*DATA SHOWN*
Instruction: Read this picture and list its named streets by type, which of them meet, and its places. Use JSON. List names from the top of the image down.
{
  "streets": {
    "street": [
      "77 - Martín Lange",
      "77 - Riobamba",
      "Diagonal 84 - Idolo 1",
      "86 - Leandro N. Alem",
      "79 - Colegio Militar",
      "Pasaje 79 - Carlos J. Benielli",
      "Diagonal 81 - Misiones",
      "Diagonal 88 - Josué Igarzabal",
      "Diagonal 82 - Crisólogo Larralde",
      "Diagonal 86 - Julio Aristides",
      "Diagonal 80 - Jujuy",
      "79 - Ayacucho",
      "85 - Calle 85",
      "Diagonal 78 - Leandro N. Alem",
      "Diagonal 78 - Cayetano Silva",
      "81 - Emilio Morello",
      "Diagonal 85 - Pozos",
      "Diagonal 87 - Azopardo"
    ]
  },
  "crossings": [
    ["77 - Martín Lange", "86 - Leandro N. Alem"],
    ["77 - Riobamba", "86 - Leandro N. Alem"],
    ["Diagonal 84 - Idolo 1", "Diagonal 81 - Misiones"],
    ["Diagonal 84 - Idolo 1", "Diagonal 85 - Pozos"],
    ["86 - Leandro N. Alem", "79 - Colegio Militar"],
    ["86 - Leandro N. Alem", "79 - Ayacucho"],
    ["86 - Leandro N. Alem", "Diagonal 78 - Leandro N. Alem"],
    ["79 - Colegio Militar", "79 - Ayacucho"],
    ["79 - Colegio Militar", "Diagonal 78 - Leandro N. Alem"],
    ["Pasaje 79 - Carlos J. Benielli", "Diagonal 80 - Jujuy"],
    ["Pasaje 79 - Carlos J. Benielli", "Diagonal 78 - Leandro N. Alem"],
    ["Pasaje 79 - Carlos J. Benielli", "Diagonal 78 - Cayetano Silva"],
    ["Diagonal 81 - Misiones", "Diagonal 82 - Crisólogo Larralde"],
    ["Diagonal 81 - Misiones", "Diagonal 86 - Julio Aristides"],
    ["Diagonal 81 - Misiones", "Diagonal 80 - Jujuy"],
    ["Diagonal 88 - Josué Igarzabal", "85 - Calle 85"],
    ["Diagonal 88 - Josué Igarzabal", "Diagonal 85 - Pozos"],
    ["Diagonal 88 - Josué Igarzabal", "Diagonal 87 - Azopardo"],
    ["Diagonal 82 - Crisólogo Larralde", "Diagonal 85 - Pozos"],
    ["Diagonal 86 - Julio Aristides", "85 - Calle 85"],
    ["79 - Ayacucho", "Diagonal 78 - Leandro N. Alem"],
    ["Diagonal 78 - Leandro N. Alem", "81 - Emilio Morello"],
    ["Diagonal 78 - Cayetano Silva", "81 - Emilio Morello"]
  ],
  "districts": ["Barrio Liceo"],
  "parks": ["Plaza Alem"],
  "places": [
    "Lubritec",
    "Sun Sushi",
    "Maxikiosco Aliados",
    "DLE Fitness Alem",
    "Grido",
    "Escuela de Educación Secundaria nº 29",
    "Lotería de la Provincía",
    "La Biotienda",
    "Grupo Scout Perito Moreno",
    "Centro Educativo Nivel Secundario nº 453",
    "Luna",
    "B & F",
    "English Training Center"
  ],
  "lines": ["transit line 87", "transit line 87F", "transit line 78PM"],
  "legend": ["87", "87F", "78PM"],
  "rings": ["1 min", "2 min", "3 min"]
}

*AIM OF THE EXERCISE*
Among the lines of the records, copy out each one that contains the word "Morello".

*EXERCISE SOLUTION*
      "81 - Emilio Morello",
    ["Diagonal 78 - Leandro N. Alem", "81 - Emilio Morello"],
    ["Diagonal 78 - Cayetano Silva", "81 - Emilio Morello"]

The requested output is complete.